Source data:
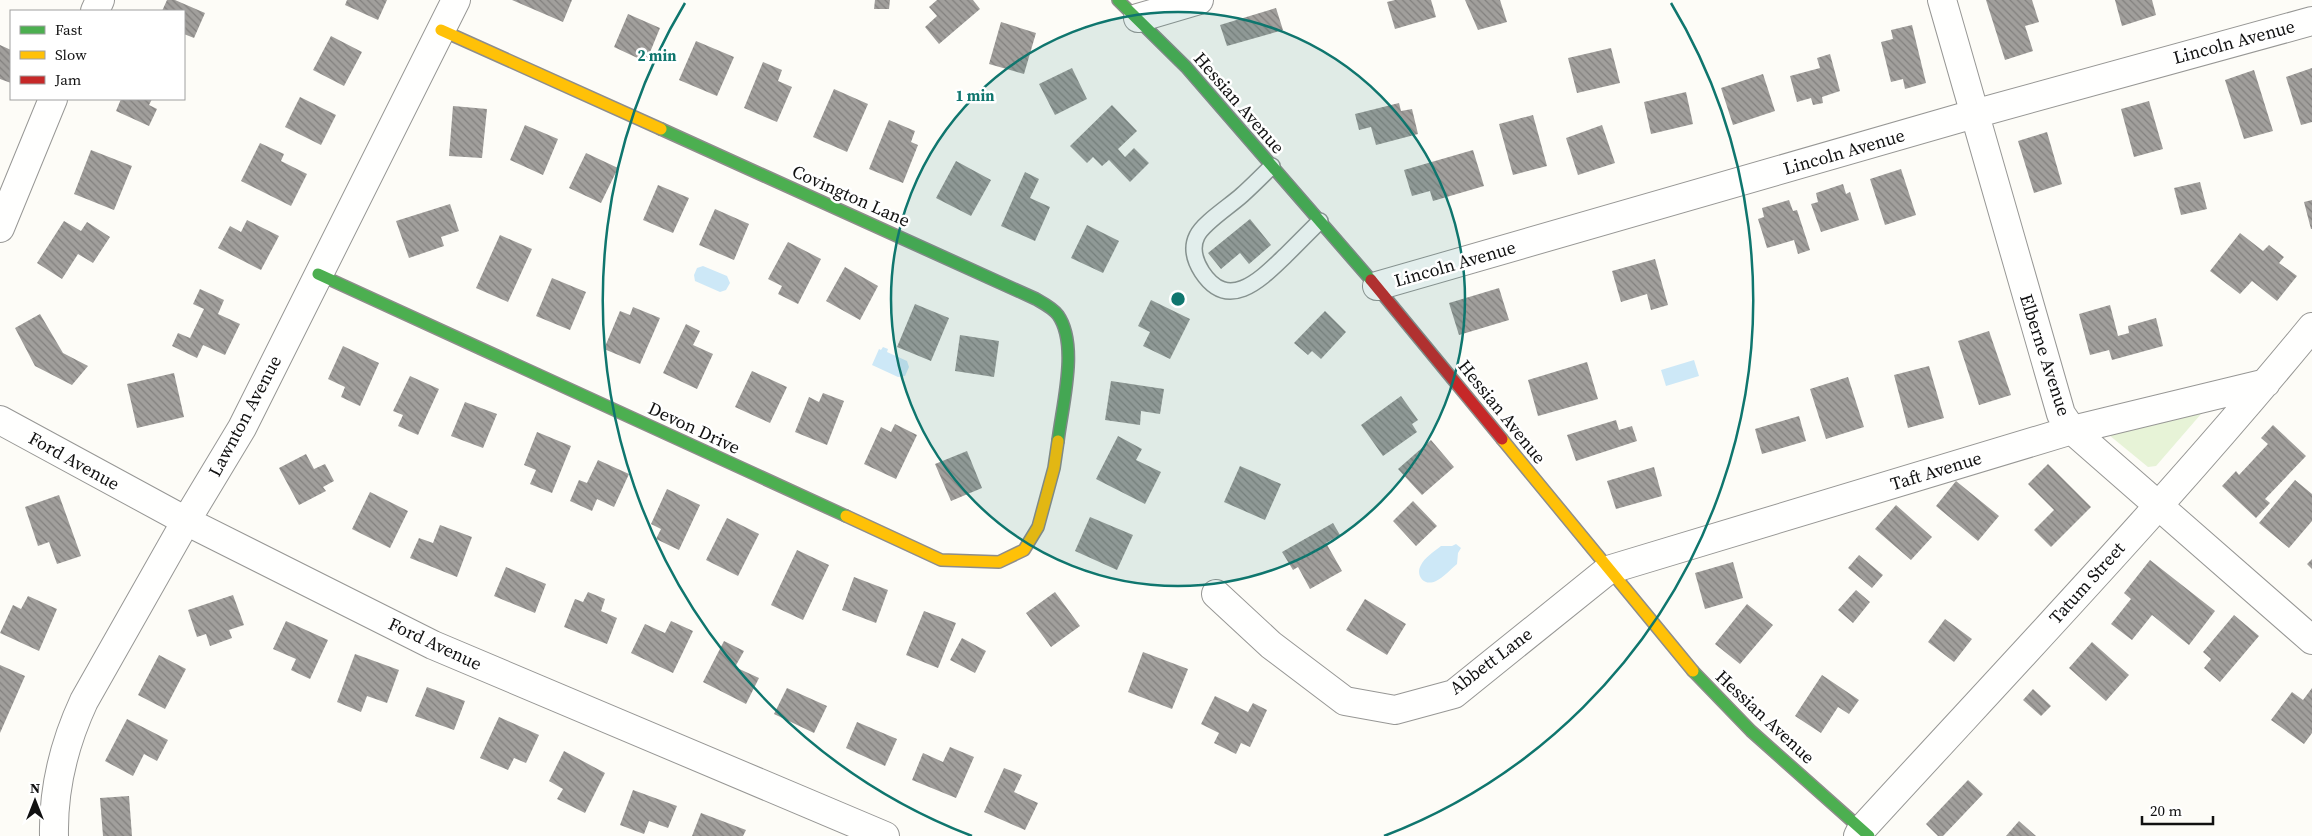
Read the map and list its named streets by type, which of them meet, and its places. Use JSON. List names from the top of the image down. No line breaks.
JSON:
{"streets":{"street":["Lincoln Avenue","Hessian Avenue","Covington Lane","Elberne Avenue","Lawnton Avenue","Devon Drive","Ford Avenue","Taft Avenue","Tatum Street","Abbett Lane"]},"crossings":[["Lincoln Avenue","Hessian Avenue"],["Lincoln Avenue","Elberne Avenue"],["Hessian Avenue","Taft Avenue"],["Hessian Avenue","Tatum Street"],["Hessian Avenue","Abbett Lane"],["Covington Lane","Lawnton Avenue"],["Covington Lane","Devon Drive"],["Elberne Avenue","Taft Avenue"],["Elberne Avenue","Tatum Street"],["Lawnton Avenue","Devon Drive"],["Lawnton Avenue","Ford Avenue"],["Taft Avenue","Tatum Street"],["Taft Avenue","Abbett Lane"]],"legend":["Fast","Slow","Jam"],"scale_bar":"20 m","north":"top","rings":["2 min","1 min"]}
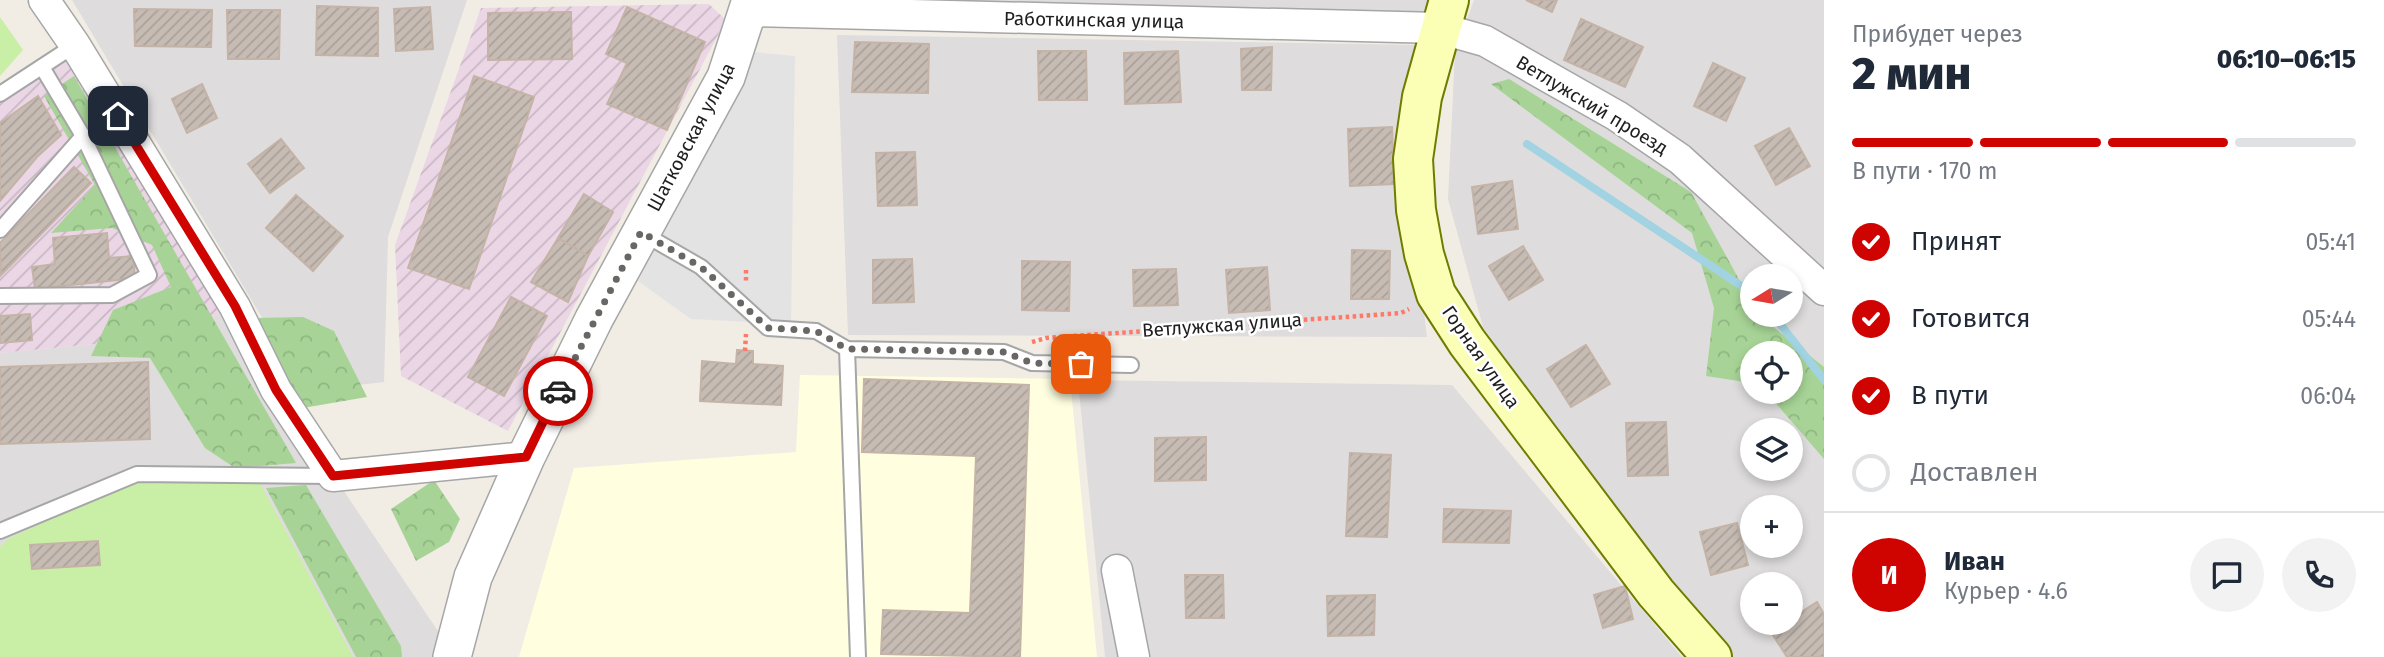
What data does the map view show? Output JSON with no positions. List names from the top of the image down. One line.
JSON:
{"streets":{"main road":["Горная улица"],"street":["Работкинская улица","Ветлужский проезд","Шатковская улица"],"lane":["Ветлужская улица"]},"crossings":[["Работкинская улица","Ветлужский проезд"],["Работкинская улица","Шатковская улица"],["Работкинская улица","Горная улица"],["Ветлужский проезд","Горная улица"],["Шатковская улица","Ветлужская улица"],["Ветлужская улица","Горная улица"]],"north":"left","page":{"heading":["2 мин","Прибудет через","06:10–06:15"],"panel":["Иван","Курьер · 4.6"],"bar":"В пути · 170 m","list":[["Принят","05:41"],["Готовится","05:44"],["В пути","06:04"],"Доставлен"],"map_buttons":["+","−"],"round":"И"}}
==
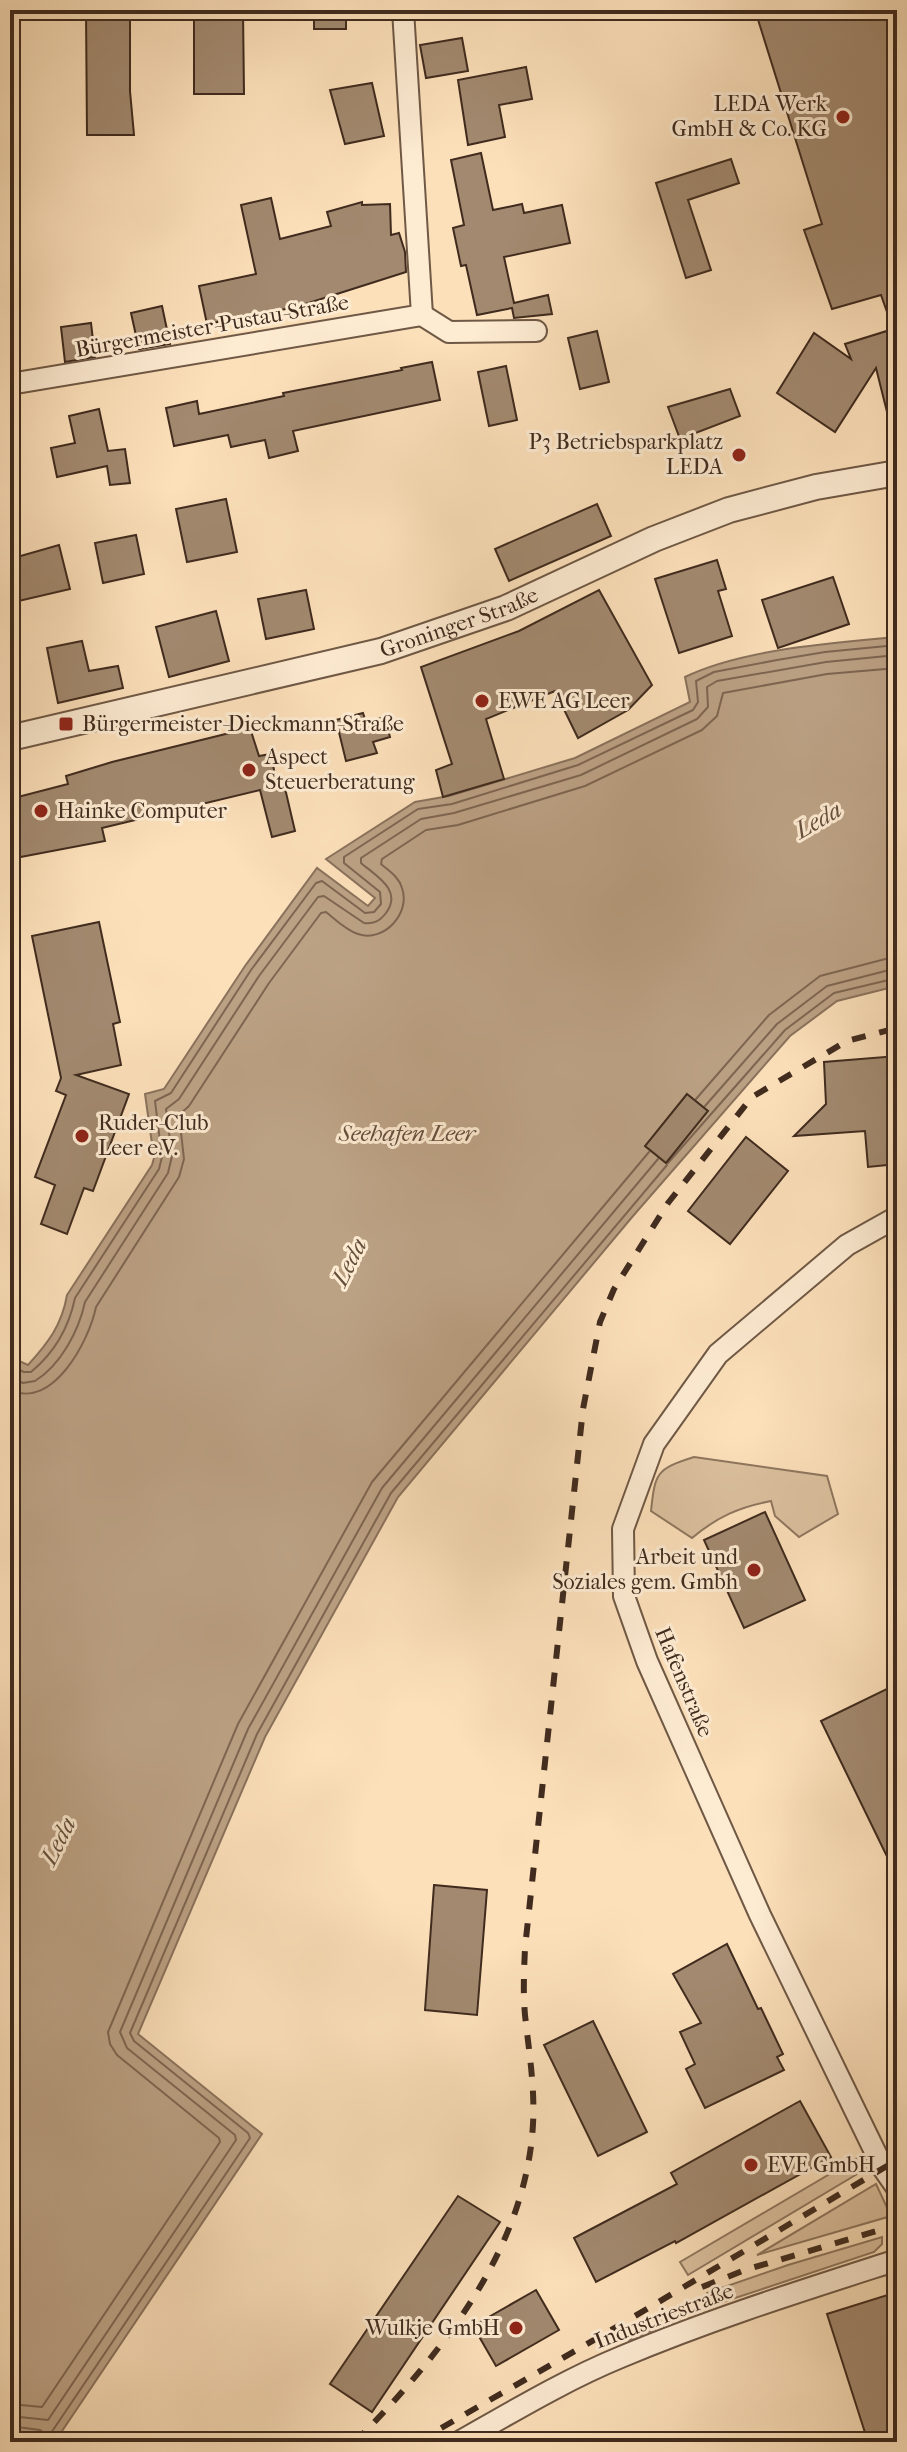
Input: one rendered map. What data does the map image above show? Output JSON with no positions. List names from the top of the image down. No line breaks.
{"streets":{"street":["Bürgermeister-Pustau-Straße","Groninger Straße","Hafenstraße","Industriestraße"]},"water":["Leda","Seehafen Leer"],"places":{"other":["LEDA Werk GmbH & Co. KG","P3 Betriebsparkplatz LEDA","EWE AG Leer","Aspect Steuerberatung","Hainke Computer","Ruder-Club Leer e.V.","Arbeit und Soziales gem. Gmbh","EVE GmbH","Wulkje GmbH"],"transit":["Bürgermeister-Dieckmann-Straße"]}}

Exercise details: Each line from the one that contains "Read the map" down to the one that contains "What data does the map view" is to be returned exactly as it stands above, both ends included, with pictures removed.

Problem solution:
Read the map and list its named streets by type, which of them meet, and its places. Use JSON. List names from the top of the image down. No line breaks.
JSON:
{"streets":{"street":["Lincoln Avenue","Hessian Avenue","Covington Lane","Elberne Avenue","Lawnton Avenue","Devon Drive","Ford Avenue","Taft Avenue","Tatum Street","Abbett Lane"]},"crossings":[["Lincoln Avenue","Hessian Avenue"],["Lincoln Avenue","Elberne Avenue"],["Hessian Avenue","Taft Avenue"],["Hessian Avenue","Tatum Street"],["Hessian Avenue","Abbett Lane"],["Covington Lane","Lawnton Avenue"],["Covington Lane","Devon Drive"],["Elberne Avenue","Taft Avenue"],["Elberne Avenue","Tatum Street"],["Lawnton Avenue","Devon Drive"],["Lawnton Avenue","Ford Avenue"],["Taft Avenue","Tatum Street"],["Taft Avenue","Abbett Lane"]],"legend":["Fast","Slow","Jam"],"scale_bar":"20 m","north":"top","rings":["2 min","1 min"]}
What data does the map view show? Output JSON with no positions. List names from the top of the image down. One line.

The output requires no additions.